• EXERCISE DESCRIPTION: Look through the data below, and copy each line that carries the word "absolute".

• RECORDS SHOWN:
-------------------------
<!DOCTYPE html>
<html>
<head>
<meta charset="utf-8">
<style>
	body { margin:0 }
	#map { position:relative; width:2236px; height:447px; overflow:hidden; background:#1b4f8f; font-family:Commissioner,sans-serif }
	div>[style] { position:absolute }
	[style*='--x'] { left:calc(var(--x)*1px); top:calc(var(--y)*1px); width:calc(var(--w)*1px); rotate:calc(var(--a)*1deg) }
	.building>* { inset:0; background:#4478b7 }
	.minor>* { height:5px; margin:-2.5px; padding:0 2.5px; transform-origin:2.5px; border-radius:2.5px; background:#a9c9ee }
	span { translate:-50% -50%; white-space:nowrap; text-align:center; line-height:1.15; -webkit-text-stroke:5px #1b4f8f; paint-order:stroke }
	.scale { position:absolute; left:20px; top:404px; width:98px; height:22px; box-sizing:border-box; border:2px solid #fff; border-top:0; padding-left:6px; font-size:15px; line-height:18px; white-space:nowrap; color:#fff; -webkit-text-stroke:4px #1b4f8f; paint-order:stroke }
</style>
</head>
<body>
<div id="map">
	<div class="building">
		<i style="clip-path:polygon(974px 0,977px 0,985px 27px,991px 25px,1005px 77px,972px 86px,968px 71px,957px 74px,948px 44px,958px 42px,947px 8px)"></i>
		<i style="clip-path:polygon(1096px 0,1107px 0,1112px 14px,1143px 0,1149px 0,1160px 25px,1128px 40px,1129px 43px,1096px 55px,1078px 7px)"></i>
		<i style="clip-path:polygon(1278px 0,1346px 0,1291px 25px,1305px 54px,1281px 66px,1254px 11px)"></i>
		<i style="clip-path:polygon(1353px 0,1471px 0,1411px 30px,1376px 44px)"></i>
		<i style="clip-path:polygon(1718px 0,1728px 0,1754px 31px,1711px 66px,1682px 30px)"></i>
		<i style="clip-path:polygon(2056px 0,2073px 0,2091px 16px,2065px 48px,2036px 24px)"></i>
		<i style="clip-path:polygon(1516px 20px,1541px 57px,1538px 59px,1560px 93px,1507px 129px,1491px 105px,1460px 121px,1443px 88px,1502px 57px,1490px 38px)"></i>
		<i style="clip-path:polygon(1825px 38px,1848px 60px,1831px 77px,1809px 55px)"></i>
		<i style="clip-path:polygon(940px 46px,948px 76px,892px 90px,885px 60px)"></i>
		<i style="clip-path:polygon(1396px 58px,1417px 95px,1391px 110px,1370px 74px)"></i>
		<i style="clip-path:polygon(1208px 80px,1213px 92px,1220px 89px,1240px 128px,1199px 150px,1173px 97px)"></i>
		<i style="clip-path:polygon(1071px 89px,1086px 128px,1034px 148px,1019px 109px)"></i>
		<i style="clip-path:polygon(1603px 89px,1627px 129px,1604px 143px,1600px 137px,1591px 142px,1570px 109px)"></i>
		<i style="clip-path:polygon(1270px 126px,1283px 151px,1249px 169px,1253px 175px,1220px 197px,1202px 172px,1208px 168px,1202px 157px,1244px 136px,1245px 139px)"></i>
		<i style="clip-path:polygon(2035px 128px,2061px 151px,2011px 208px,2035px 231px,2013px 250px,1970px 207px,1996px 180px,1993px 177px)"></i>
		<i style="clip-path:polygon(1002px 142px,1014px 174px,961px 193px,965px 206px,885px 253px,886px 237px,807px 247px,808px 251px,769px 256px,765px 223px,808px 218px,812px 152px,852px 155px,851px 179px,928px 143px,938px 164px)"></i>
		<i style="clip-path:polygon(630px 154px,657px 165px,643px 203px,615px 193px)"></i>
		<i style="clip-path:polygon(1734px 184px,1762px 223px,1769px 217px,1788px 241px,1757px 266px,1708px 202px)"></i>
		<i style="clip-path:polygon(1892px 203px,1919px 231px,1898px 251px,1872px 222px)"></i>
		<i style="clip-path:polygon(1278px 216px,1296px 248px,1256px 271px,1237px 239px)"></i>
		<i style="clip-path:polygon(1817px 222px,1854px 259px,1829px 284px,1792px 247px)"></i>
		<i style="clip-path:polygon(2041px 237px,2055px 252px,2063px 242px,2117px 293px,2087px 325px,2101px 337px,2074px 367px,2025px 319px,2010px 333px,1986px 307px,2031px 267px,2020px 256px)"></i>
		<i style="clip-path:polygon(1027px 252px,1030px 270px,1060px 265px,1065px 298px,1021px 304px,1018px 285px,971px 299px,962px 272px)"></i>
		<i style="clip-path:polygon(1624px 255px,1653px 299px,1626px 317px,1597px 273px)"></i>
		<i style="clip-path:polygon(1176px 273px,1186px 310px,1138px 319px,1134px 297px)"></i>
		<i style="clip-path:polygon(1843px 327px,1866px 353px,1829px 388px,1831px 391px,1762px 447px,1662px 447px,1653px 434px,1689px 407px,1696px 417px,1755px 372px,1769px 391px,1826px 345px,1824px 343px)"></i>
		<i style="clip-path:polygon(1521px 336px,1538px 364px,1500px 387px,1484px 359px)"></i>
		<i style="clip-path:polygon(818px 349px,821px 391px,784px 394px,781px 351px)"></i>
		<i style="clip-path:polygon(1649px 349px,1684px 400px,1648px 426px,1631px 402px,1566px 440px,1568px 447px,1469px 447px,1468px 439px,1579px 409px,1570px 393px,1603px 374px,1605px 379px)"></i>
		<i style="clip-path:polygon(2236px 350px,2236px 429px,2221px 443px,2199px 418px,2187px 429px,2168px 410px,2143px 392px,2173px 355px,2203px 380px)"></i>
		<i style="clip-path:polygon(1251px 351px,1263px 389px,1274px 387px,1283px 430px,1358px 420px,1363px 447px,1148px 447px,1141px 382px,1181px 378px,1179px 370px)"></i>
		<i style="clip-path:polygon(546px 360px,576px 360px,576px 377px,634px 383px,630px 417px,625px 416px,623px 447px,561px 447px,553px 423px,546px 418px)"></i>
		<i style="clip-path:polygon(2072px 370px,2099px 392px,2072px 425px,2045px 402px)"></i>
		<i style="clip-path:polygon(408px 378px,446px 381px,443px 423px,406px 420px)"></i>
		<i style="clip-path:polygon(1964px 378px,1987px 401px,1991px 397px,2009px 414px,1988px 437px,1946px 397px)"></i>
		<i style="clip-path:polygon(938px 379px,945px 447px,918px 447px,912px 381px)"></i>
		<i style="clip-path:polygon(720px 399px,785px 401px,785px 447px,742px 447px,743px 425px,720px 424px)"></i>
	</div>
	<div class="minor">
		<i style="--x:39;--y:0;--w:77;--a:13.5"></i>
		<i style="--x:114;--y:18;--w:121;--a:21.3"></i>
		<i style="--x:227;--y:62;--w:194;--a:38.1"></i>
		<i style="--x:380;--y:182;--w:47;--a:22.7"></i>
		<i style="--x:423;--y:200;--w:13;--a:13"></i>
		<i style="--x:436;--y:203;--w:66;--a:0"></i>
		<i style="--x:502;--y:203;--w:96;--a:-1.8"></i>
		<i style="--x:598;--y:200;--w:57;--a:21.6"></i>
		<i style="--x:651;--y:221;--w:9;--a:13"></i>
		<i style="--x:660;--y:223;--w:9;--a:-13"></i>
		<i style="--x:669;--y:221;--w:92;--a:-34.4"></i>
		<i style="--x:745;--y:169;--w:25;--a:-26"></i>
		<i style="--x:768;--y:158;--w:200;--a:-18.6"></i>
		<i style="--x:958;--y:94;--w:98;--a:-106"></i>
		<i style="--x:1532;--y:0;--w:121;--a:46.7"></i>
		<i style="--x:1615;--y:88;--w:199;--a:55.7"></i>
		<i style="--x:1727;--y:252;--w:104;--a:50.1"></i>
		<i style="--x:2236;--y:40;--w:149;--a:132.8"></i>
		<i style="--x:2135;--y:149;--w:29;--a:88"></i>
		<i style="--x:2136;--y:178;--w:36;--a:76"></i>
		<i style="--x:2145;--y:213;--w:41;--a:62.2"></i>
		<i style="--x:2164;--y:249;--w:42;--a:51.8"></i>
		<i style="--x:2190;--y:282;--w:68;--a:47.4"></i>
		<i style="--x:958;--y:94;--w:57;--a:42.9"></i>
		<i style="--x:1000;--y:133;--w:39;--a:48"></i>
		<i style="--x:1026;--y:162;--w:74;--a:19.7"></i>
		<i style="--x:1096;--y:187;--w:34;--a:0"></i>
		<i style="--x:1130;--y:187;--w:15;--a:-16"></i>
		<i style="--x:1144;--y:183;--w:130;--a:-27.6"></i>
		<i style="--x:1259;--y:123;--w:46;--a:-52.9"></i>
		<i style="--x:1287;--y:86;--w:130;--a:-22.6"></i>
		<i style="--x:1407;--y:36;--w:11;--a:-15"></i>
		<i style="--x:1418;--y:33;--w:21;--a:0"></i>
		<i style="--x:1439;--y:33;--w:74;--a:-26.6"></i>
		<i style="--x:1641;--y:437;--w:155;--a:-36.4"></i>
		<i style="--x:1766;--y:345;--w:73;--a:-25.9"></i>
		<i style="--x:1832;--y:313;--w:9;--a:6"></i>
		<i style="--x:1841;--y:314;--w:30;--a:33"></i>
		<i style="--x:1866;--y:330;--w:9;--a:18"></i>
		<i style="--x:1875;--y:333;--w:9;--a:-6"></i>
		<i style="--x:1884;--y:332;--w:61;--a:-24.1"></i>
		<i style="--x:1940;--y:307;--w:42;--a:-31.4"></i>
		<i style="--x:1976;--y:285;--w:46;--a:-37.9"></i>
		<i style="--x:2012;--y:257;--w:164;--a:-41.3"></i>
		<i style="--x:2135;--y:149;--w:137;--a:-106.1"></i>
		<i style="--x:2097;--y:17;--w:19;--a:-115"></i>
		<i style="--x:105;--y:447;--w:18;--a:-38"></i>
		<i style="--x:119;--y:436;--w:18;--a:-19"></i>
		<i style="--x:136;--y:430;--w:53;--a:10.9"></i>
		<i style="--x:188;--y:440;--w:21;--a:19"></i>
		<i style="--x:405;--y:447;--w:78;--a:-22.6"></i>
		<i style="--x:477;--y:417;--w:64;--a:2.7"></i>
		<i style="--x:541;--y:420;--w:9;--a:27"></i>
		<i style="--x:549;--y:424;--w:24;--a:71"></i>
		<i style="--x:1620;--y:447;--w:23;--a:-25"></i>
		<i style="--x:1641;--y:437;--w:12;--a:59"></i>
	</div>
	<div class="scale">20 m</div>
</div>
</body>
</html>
-------------------------
• SOLUTION BELOW:
	div>[style] { position:absolute }
	.scale { position:absolute; left:20px; top:404px; width:98px; height:22px; box-sizing:border-box; border:2px solid #fff; border-top:0; padding-left:6px; font-size:15px; line-height:18px; white-space:nowrap; color:#fff; -webkit-text-stroke:4px #1b4f8f; paint-order:stroke }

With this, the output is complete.